[Chronicle]

March 19, 1998
Vol. 17, No. 12

current issue
archive / search
contact

    Cone's Black Theology and Black Power revisited

    First American conference on black religion in 20 years One of the most important, radical books about black religion -- Black Theology and Black Power by James Cone -- will be celebrated in a Divinity School conference that will bring together some of the biggest names in black theology, including the author himself. "Black Theology as Public Theology: From Retrospect to Prospect," the first American conference on black religion in 20 years, will be held Thursday, April 2, through Sunday, April 5, in Swift Hall.

    As part of the conference, Cone will give the University's Aims of Religion Address in commemoration of the 30th anniversary of Martin Luther King Jr.'s assassination. Cone will speak at 4 p.m. Saturday, April 4, in Rockefeller Memorial Chapel.

    "You can't talk about the black church's relationship to God without talking about James Cone. He's central to black religion in America," said black religion scholar Dwight Hopkins, Associate Professor in the Divinity School and organizer of the conference.

    The conference will examine the impact of Black Theology and Black Power on American black society and the spiritual survival of the black community in the three decades since the book's publication.

    "The publication of Black Theology and Black Power was the first time that liberation for the poorest in society was interpreted to be the central message in the gospel," Hopkins said. "In the book, Cone said that churches may need to be concerned with the salvation of individuals, but the black church as a whole is not a Christian church if it does not concentrate on the structural liberation of poor communities.

    "And if that sounds radical now," Hopkins added, "think how radical it was when the book was published in 1969!"

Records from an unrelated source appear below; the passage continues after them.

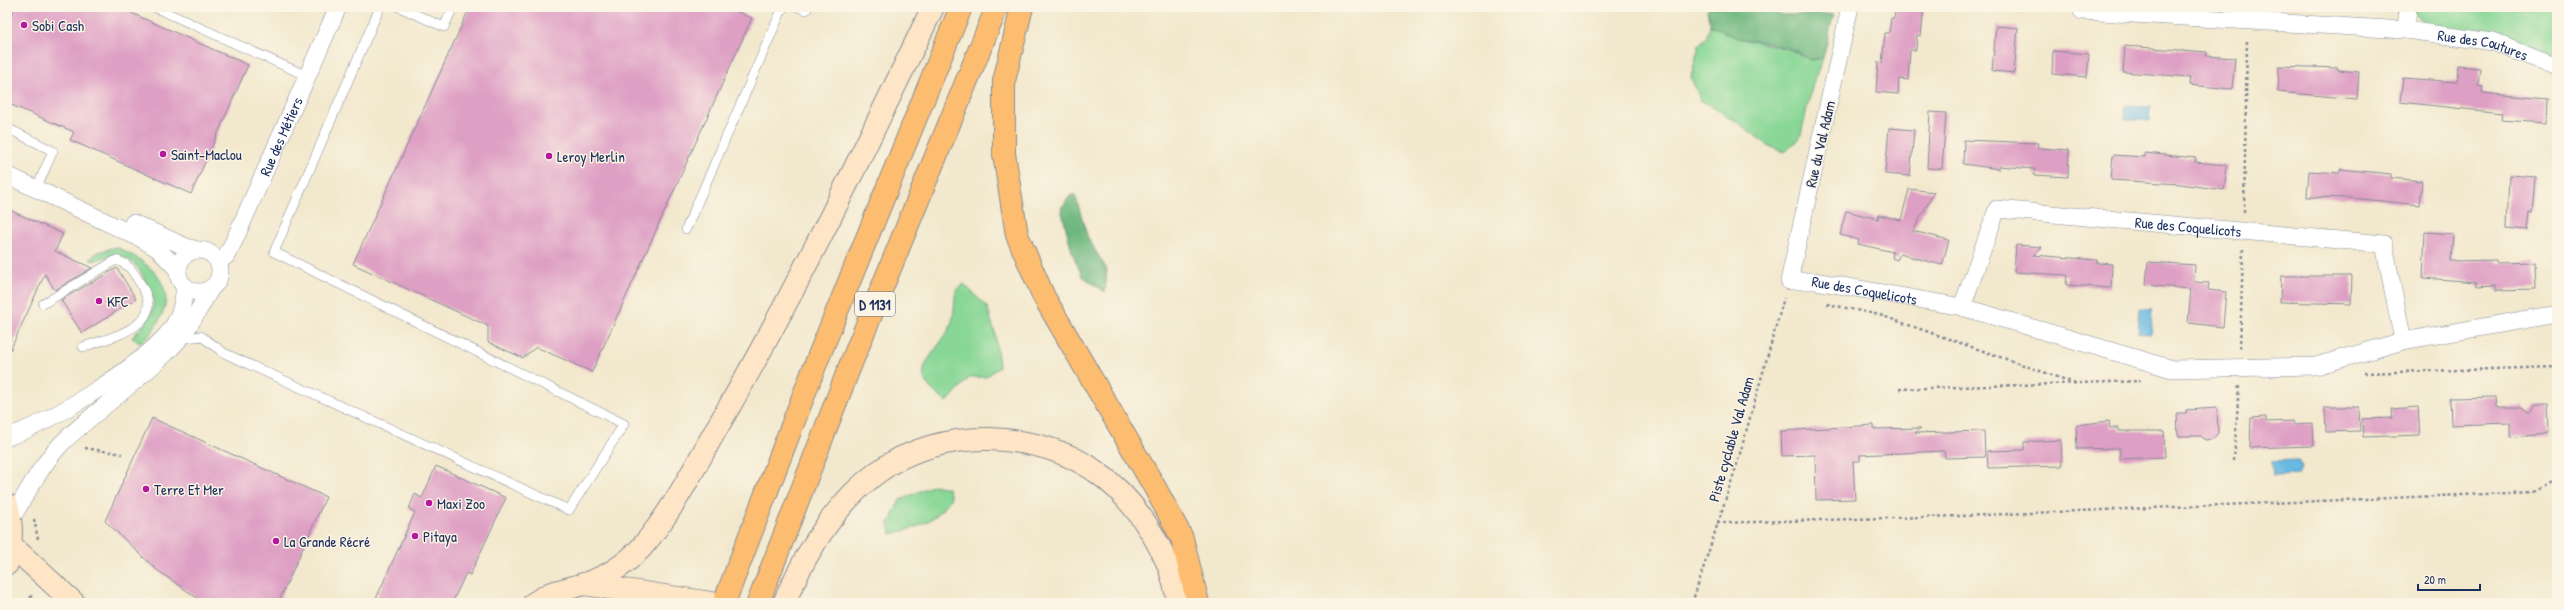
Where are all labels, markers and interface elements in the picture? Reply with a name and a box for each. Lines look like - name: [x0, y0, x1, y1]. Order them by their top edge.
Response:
- place label: Sobi Cash: [32, 15, 84, 36]
- marker: Sobi Cash: [19, 20, 29, 30]
- street label: Rue des Coutures: [2437, 24, 2531, 65]
- street label: Rue des Métiers: [254, 93, 307, 179]
- street label: Rue du Val Adam: [1800, 99, 1840, 189]
- place label: Saint-Maclou: [171, 144, 242, 165]
- place label: Leroy Merlin: [557, 146, 625, 167]
- marker: Saint-Maclou: [158, 149, 168, 159]
- marker: Leroy Merlin: [544, 151, 554, 161]
- street label: Rue des Coquelicots: [2134, 211, 2242, 242]
- street label: Rue des Coquelicots: [1810, 270, 1919, 309]
- place label: KFC: [107, 291, 129, 312]
- road number: D 1131: [855, 292, 895, 316]
- marker: KFC: [94, 296, 104, 306]
- street label: Piste cyclable Val Adam: [1703, 374, 1759, 504]
- place label: Terre Et Mer: [154, 479, 224, 500]
- marker: Terre Et Mer: [141, 484, 151, 494]
- place label: Maxi Zoo: [437, 493, 485, 514]
- marker: Maxi Zoo: [424, 498, 434, 508]
- place label: Pitaya: [423, 526, 457, 547]
- place label: La Grande Récré: [284, 531, 370, 552]
- marker: Pitaya: [410, 531, 420, 541]
- marker: La Grande Récré: [271, 536, 281, 546]
- scale bar: [2418, 566, 2480, 592]
- text: 20 m: [2424, 571, 2446, 588]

    In addition to Cone and Hopkins, participants will include law scholar Stephen Carter; feminist theologian Rebecca Chop; political economist Manning Marable; social ethicist Emilie Townes; theologian David Tracy, the Andrew Thomas Greeley and Grace McNichols Greeley Distinguished Service Professor; public policy and religion scholar Rosemary Ruether; social critic Cornel West; and American religion scholar Gayraud Wilmore.